While your town was occupied, what did you come to understand about the Russian soldiers?
We understood that they come from dire poverty. They would say, “You live so well in Zahaltsi [a village northwest of Kyiv], with plasma TVs everywhere — we’ll conquer it all and then settle down here.”
But this is just an ordinary town outside Borodianka.
Their uniforms dangle on them; it’s all very shabby. Their helmets look like they’re Soviet-made. When they came to Nemishaieve, they went to the second floor of the “Fora” supermarket and stole a bunch of clothes for themselves. But it was all just fishermen’s clothes.
What happened here, though [in Kyiv’s suburbs], wasn’t war — it was the deliberate murder of unarmed people. After encountering strong resistance in Irpin and Hostomel, they were simply looking for revenge. And maybe there was also some kind of envy that we live better here than they do over there.

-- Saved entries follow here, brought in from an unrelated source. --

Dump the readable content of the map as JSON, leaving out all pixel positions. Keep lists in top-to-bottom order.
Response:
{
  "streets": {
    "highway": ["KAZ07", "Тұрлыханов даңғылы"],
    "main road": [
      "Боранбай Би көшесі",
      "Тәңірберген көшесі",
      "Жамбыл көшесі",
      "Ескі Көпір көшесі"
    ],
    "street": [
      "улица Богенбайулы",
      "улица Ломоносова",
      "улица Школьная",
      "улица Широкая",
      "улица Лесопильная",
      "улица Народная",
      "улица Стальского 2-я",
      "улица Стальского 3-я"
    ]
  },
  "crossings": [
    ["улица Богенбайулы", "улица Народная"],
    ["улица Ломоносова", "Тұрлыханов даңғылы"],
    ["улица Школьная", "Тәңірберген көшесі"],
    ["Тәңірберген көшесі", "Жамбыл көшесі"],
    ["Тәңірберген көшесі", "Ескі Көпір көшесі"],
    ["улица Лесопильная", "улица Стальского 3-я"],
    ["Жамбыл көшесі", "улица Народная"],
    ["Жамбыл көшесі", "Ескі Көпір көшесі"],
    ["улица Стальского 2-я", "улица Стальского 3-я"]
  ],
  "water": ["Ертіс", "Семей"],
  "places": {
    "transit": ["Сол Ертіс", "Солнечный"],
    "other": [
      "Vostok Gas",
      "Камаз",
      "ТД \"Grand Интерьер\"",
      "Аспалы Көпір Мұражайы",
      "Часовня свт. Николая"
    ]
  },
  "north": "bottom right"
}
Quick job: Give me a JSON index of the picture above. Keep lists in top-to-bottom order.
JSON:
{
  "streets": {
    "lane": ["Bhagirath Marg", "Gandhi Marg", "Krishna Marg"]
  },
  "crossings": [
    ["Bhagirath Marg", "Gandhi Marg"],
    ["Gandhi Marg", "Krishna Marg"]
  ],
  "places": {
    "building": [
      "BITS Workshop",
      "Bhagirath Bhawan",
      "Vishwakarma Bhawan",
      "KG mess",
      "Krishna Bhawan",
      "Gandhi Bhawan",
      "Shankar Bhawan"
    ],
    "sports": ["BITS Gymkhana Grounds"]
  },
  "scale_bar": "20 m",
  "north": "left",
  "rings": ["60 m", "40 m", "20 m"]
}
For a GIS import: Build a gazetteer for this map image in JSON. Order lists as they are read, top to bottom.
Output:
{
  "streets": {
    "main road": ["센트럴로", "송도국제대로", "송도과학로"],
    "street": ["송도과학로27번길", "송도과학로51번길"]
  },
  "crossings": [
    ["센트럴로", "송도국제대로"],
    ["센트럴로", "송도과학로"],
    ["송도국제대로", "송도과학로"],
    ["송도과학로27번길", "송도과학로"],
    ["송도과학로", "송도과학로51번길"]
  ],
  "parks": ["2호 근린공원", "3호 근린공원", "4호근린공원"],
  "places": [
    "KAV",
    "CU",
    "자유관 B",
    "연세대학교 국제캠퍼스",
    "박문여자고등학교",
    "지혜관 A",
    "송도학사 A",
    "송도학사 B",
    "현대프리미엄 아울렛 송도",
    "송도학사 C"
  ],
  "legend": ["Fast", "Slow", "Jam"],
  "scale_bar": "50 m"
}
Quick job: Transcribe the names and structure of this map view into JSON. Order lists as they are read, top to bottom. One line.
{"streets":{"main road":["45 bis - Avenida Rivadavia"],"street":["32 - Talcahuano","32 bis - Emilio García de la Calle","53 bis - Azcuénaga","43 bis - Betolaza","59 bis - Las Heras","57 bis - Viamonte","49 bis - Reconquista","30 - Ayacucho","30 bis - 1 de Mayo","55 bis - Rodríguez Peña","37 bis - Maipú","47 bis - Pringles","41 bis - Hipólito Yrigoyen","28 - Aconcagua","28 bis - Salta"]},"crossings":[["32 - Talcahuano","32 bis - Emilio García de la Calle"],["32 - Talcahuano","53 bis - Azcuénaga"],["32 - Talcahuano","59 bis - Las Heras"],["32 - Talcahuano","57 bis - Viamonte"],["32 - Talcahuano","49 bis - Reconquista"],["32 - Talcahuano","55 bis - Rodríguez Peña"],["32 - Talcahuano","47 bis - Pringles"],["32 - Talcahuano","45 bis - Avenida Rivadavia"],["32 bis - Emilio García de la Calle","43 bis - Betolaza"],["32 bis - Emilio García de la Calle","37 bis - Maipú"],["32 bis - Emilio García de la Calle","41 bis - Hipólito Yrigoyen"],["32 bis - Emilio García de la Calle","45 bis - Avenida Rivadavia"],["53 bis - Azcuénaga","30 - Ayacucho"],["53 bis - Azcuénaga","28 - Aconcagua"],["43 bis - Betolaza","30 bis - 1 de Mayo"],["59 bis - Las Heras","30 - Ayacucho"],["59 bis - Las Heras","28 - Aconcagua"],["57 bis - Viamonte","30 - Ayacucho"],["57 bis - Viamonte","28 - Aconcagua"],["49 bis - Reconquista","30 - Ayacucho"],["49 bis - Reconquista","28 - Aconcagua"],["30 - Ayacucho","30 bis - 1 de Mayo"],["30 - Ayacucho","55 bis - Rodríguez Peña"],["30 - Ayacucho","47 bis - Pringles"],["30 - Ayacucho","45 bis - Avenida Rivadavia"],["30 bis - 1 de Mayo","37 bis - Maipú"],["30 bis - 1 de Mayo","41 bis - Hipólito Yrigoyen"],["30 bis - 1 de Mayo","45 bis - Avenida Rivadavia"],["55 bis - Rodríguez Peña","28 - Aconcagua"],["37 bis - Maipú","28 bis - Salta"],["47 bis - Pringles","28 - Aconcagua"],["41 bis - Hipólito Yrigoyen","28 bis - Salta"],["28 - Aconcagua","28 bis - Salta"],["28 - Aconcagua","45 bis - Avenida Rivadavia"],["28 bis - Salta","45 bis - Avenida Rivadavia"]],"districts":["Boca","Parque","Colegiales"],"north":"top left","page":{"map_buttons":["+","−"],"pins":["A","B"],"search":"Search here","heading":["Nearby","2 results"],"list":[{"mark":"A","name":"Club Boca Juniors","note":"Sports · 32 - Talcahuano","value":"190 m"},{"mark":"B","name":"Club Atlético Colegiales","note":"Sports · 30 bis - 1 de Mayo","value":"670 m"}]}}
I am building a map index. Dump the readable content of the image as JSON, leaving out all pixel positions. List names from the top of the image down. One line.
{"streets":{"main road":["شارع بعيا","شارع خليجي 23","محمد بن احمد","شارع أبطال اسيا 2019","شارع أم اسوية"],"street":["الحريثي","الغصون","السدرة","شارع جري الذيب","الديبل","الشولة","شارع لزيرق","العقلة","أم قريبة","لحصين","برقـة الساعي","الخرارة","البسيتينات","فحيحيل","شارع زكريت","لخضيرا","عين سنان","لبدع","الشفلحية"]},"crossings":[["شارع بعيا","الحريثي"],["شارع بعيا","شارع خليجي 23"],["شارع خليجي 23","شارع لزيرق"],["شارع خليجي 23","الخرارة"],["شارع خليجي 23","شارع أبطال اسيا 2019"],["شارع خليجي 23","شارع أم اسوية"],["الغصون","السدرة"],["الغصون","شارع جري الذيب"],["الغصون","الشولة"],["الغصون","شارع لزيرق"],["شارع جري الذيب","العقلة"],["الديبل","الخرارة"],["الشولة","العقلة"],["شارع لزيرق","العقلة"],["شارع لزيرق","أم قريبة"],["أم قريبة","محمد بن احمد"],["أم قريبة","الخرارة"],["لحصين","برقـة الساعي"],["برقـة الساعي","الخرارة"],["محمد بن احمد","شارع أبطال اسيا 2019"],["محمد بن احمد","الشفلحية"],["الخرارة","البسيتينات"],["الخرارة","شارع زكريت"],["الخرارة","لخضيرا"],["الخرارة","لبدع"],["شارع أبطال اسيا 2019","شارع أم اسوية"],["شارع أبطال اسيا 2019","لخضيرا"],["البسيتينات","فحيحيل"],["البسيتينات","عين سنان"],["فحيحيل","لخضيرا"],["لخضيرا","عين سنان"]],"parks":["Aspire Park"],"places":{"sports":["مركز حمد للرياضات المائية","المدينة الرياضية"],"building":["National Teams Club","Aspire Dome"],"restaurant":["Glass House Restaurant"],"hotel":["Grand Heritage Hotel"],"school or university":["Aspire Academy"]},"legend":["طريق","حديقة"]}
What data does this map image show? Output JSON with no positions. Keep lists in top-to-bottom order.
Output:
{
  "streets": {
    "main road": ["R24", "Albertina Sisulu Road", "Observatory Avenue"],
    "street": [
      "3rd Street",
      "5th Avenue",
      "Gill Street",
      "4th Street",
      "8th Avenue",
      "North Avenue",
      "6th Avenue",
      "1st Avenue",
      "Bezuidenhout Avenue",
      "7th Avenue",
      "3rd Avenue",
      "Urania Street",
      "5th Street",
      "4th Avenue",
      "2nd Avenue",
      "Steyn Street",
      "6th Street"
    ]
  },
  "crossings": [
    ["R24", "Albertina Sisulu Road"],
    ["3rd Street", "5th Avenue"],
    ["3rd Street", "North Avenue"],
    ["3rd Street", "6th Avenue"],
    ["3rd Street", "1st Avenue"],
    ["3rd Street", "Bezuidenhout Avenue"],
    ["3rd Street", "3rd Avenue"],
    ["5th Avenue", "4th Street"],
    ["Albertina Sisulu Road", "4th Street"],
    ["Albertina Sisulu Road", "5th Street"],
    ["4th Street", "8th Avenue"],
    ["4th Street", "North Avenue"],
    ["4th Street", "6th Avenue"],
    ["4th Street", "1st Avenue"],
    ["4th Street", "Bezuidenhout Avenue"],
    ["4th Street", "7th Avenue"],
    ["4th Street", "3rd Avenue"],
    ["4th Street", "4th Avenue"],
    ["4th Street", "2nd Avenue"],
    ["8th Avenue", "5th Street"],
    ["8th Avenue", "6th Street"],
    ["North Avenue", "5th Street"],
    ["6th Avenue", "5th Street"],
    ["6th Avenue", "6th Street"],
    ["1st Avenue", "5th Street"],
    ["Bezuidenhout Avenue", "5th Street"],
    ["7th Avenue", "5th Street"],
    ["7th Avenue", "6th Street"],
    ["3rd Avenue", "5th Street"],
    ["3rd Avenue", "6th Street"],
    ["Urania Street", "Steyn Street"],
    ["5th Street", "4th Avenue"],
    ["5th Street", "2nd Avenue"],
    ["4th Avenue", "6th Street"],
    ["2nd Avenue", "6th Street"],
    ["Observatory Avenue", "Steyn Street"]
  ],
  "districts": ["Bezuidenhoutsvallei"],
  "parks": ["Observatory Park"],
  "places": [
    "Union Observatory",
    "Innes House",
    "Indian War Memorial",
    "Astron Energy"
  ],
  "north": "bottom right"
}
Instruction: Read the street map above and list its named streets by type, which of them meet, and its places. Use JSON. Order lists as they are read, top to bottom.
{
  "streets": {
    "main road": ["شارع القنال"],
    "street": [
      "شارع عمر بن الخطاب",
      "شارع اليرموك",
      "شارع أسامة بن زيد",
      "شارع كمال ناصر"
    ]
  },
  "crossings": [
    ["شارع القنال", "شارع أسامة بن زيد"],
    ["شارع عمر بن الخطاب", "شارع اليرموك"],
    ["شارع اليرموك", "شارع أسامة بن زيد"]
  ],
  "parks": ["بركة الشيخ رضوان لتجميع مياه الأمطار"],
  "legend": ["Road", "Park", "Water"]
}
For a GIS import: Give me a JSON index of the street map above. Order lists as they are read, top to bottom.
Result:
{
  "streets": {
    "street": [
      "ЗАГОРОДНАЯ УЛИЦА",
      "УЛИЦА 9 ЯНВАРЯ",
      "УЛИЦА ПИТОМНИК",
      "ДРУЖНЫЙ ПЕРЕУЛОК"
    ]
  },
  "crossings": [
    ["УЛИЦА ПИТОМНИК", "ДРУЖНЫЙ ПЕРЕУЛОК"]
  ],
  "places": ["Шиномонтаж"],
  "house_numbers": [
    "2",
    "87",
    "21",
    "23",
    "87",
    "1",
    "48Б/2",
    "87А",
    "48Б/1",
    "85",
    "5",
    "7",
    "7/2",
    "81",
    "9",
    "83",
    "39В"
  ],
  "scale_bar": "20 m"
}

But still, I cannot explain why a man would behave this way with civilians. With women and children.
How has a month of exhuming the bodies affected you?
I can’t make sense of it. The same question swirls in my head all the time: “Why were they killed? What for?” And then there’s anger, and there’s hatred against all this.
Okay, [the dead] are in bags now, but plenty of the bags are defective. A head slips out here or blood oozes out there. You look at all this and… How do I put this? This sense of horror seizes you. We’re constantly doing this mortuary work, but when you see this mountain of corpses… This cannot be a normal experience for a person.
I bumped into an acquaintance of mine: an oldclassmate’s mom. She works as an MC, organizing events. She asked me how I was doing. “I’m alright,” I told her. And she just looks at me and says, “I see the way you smile. I see your eyes, and I can tell that you’re smiling out of sheer despair. When you’ve had enough, and you’re at rock bottom, and you smile because there’s nothing else to do.”
As I said, my father warned me against this work. It’s bad for the nerves.